Re: [PATCH net-next v5 3/5] veth: implement Byte Queue Limits (BQL) for latency reduction

From: Jonas Köppeler

Date: Fri May 22 2026 - 12:31:26 EST

On 5/22/26 10:41, Simon Schippers wrote:

On 5/22/26 09:14, Jonas Köppeler wrote:

On 5/19/26 10:51 PM, Simon Schippers wrote:

On 5/12/26 23:55, Simon Schippers wrote:

On 5/12/26 15:54, Jesper Dangaard Brouer wrote:

Nope, I'm using a bpftrace program to keep track of the inflight/limit
in a BPF hashmap. Reading from /sys will not be accurate.

Ah nice.

Add the option --hist to have both NAPI and BQL histograms printed when
script ends. This will give you an accurate pattern of how inflight and
limit evolves.

I moved the selftests into a github repo [1] to allow us to collaborate
and evaluate the changes more easily. I explicitly kept the new BPF
based BQL tracking as a commit[2] for your benefit.

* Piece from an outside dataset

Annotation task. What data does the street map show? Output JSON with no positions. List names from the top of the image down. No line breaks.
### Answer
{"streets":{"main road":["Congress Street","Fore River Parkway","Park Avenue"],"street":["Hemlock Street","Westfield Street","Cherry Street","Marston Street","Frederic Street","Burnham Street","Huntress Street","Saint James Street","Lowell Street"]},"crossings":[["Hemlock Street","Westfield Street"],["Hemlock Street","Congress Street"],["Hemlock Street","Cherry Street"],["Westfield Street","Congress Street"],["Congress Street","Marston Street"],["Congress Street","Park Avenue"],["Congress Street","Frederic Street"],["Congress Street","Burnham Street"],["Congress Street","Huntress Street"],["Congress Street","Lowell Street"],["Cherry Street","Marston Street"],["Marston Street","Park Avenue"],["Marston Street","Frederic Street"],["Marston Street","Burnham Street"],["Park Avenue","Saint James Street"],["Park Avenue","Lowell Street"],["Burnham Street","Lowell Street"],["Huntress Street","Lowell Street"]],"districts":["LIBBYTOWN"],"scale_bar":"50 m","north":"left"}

[1]https://github.com/netoptimizer/veth-backpressure-performance-testing/tree/main/selftests

[2]https://github.com/netoptimizer/veth-backpressure-performance-testing/commit/f25c5dc92977

Thanks for sharing. After minor issues I was able to set it up
(currently I am just using plain v5, will look at the coalescing patch
when I find the time):

Can confirm the latency reduction with the default settings, in my case
4.888ms to 0.241ms.

With the same script I was also able to see a performance slow down:
veth_bql_test_virtme.sh --qdisc fq_codel --nrules 0
--> ~510 Kpps
Same with --bql-disable
--> ~570 Kpps
--> 12% faster

Thanks for running these benchmarks.

Notice that --nrules 0 can easily result in no-queuing (on average),
because the veth NAPI consumer is faster than the producer. You will
likely see BQL inflight=1 and sink reported avg latency very low
(remember it okay that sink get high latency penalty as long at ping
latency remains low, as that show AQM is working).

I ran the benchmarks with --hist and I see what you mean.
I have very similar results.

Is Jonas way [1] of modifiying pktgen maybe the best option to ensure
that the producer is faster than the consumer?

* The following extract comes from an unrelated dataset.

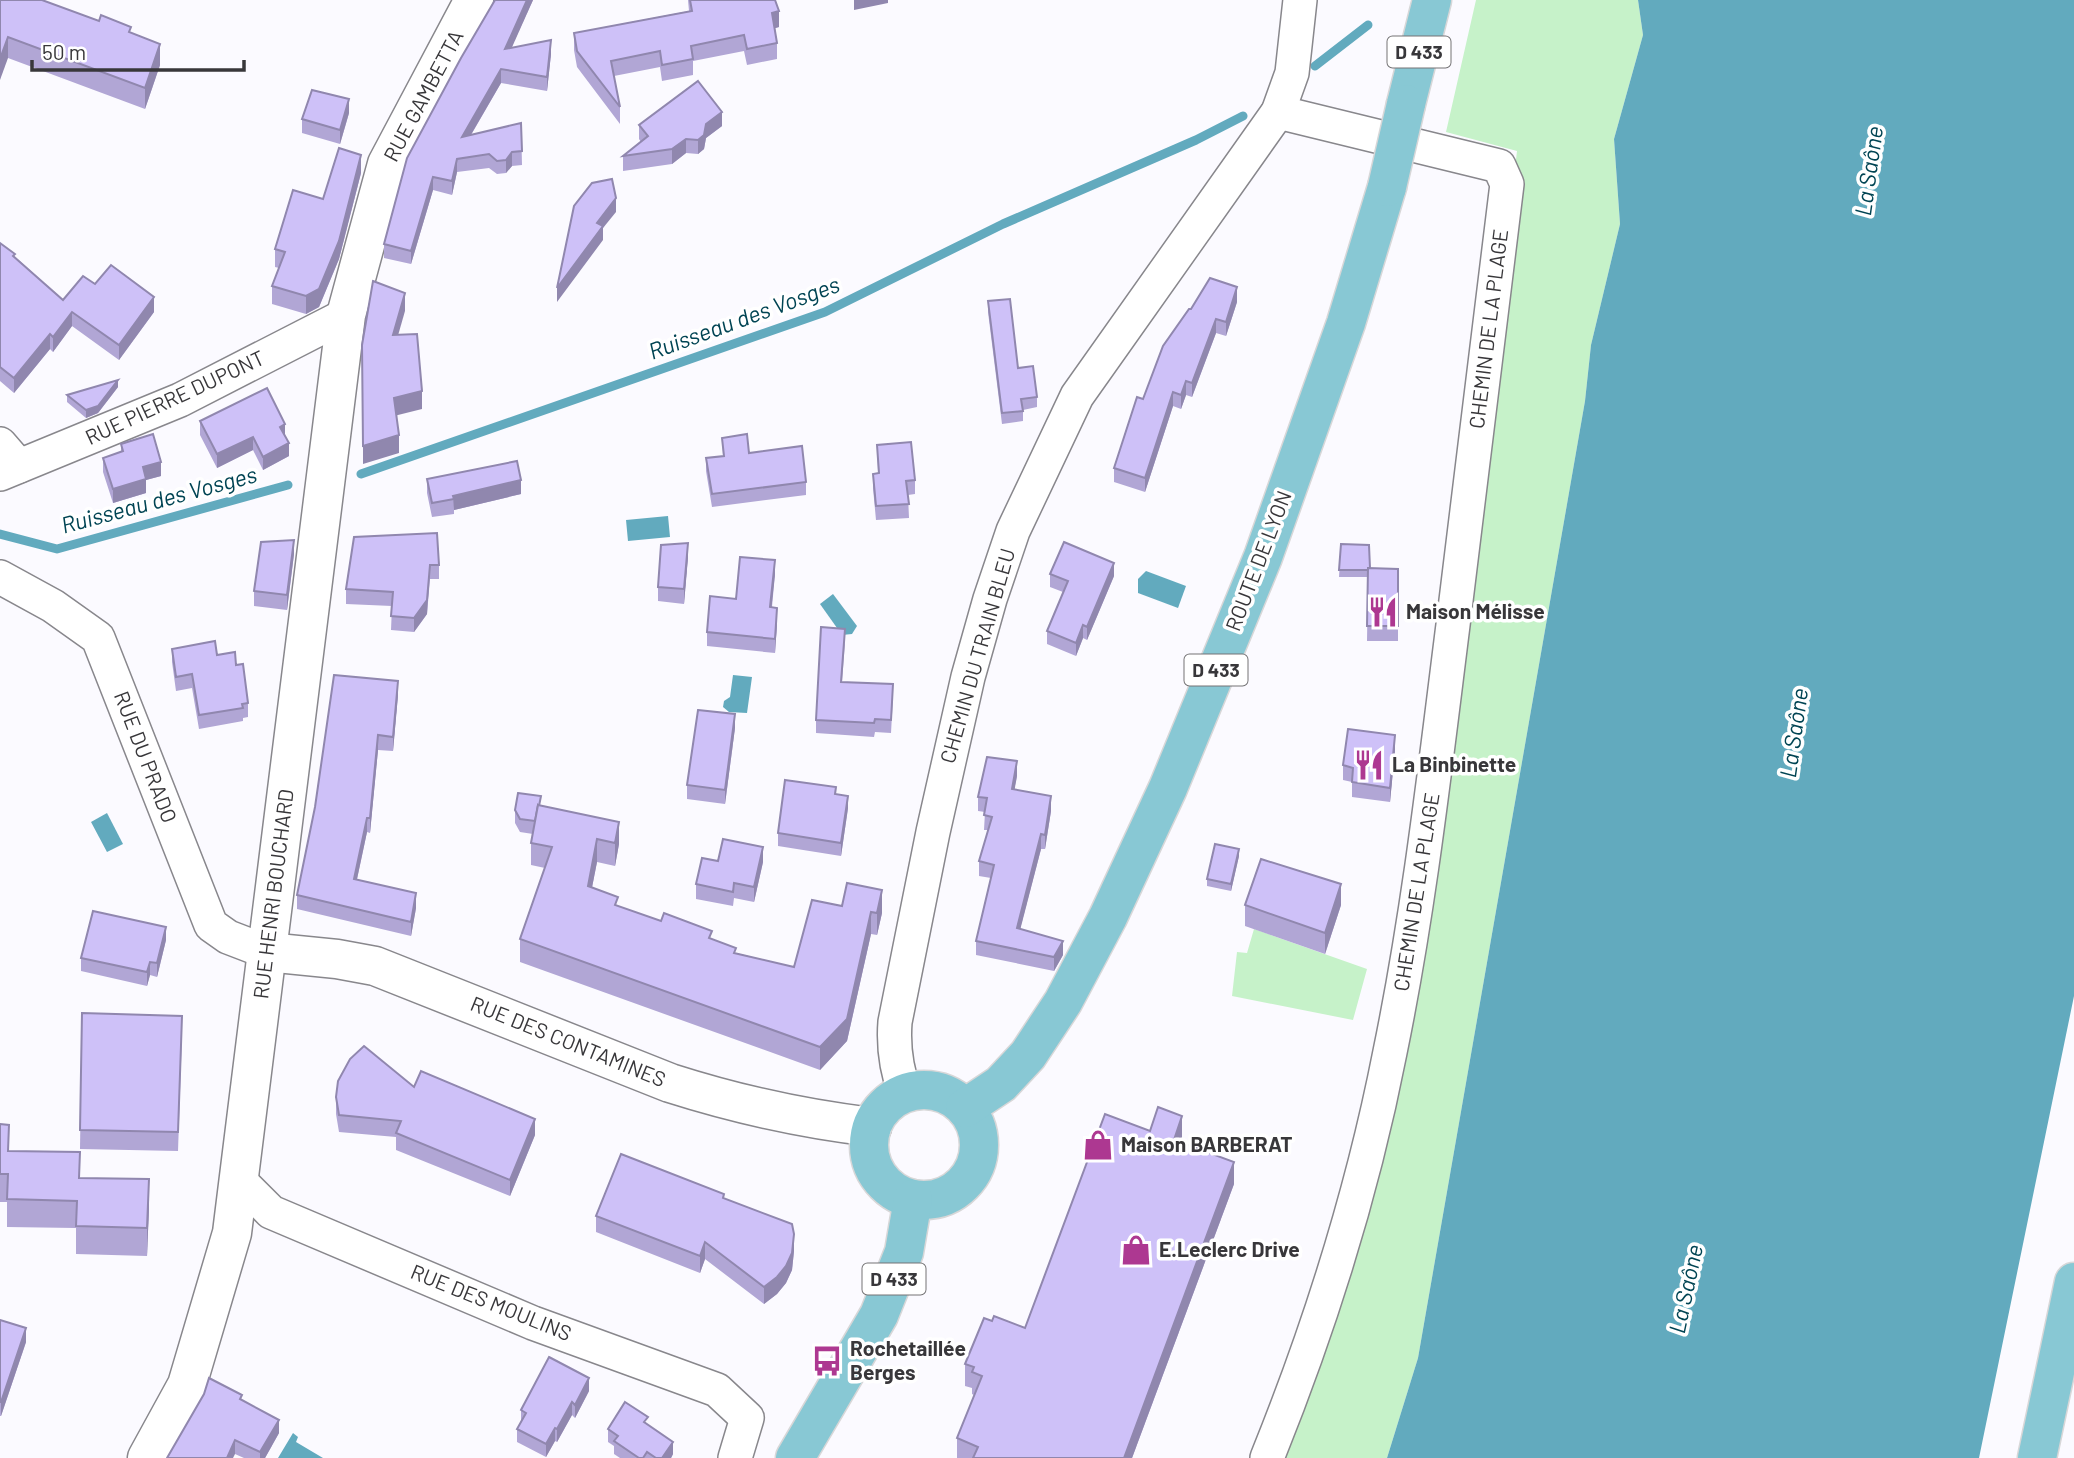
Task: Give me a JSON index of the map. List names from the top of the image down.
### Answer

[1] Link:https://lore.kernel.org/netdev/e8cdba04-aa9a-45c6-9807-8274b62920df@xxxxxxxxxxxxxx/

Hi, so what I found is that pktgen does not respect
__QUEUE_STATE_STACK_OFF. So the test data above is invalid, since it
just sent packets even if the BQL "stopped" the queue. So I patched
pktgen with the following:

- if (unlikely(netif_xmit_frozen_or_drv_stopped(txq))) {
+ if (unlikely(netif_xmit_frozen_or_stopped(txq))) {

After thinking more about the implementation I see possible issues:

1. netdev_tx_completed_queue() never reports more than burst=64 packets:

BQL only increments the limit if the queue was starved. That means:
"The queue was over-limit in the last interval (the last time completion
processing ran), and there is no more data in the queue (i.e. it’s
empty)" [2]
But as only 64 packets are reported at max, the queue can only grow when
it is <= 64 packets. And then it can only stay at a limit >64 until the
next decrease of the limit.

2. netdev_tx_completed_queue() is called in irregular intervals:

If the consumer is slow it is called approx each tx_coal_usecs.
But if the consumer is fast it is called way more frequent, probably
in irregular intervals depending on the scheduling.
However, "BQL depends on periodic completion interrupts" [2].

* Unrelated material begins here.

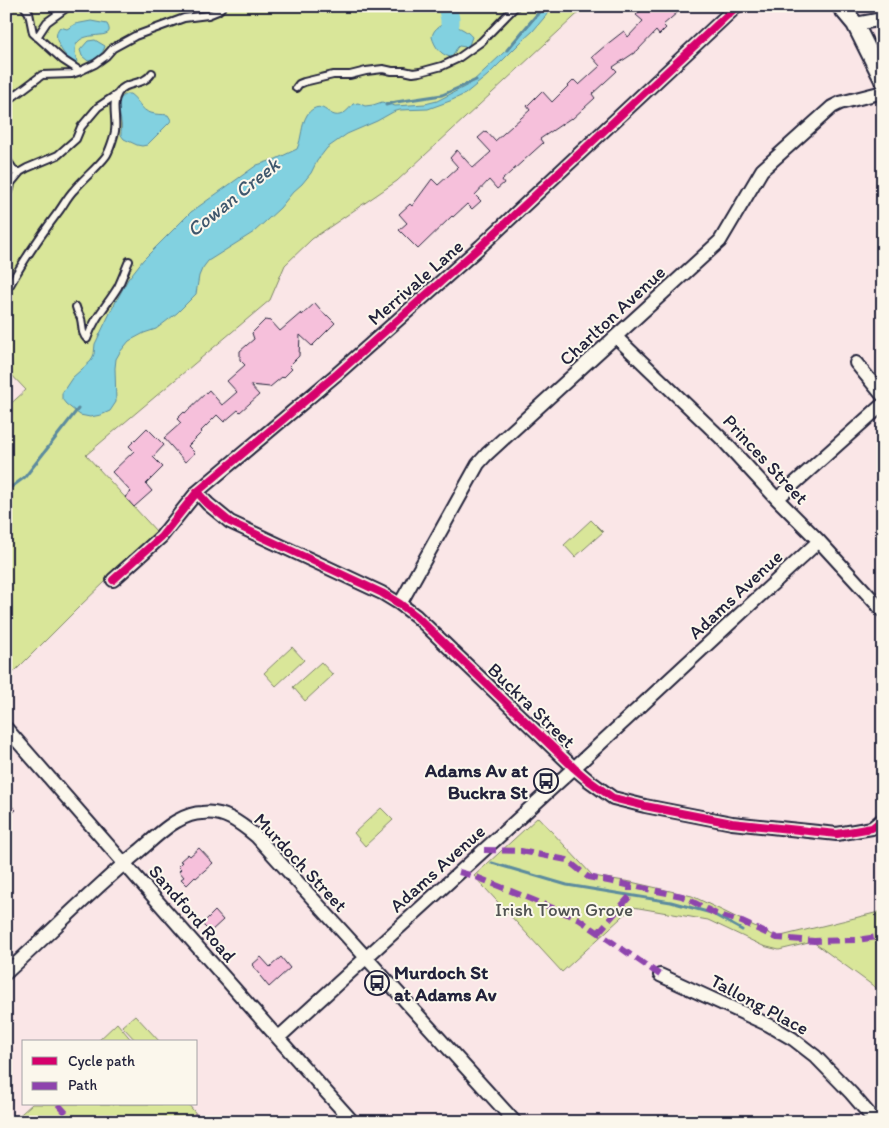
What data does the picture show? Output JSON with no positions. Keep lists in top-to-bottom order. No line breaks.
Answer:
{"streets":{"street":["Merrivale Lane","Charlton Avenue","Princes Street","Adams Avenue","Buckra Street","Murdoch Street","Sandford Road","Tallong Place"]},"crossings":[["Merrivale Lane","Buckra Street"],["Charlton Avenue","Princes Street"],["Charlton Avenue","Buckra Street"],["Princes Street","Adams Avenue"],["Adams Avenue","Buckra Street"],["Adams Avenue","Murdoch Street"],["Adams Avenue","Sandford Road"],["Murdoch Street","Sandford Road"]],"water":["Cowan Creek"],"parks":["Irish Town Grove"],"places":{"bus stop":["Adams Av at Buckra St","Murdoch St at Adams Av"]},"legend":["Cycle path","Path"]}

--> How about adding something like an interrupt that triggers every
10us and calls netdev_tx_completed_queue() with n_bql collected from
(multiple) veth_xdp_rcv runs? That could solve 1. and 2.

Hi,

I worked on a new version (see attachment) that addresses both issues.

The major change is that instead of tracking the timestamp and packet
count as local variables in veth_xdp_rcv(), they are now stored
persistently in veth_rq as struct veth_bql_state. This allows completions
to accumulate across multiple NAPI poll calls, so
netdev_tx_completed_queue() can report more than 64 packets at once
(see point 1). To get the time I am using (the fast) sched_clock() with
a trick to avoid issues when switching between CPUs.

For point 2, the coalescing deadline is now checked both before the
receive loop (to flush completions that timed out since the previous
poll) and after each consumed packet, making completion intervals more
regular. Still the intervals can be smaller than
VETH_BQL_COAL_TX_USECS, but I guess this is fine.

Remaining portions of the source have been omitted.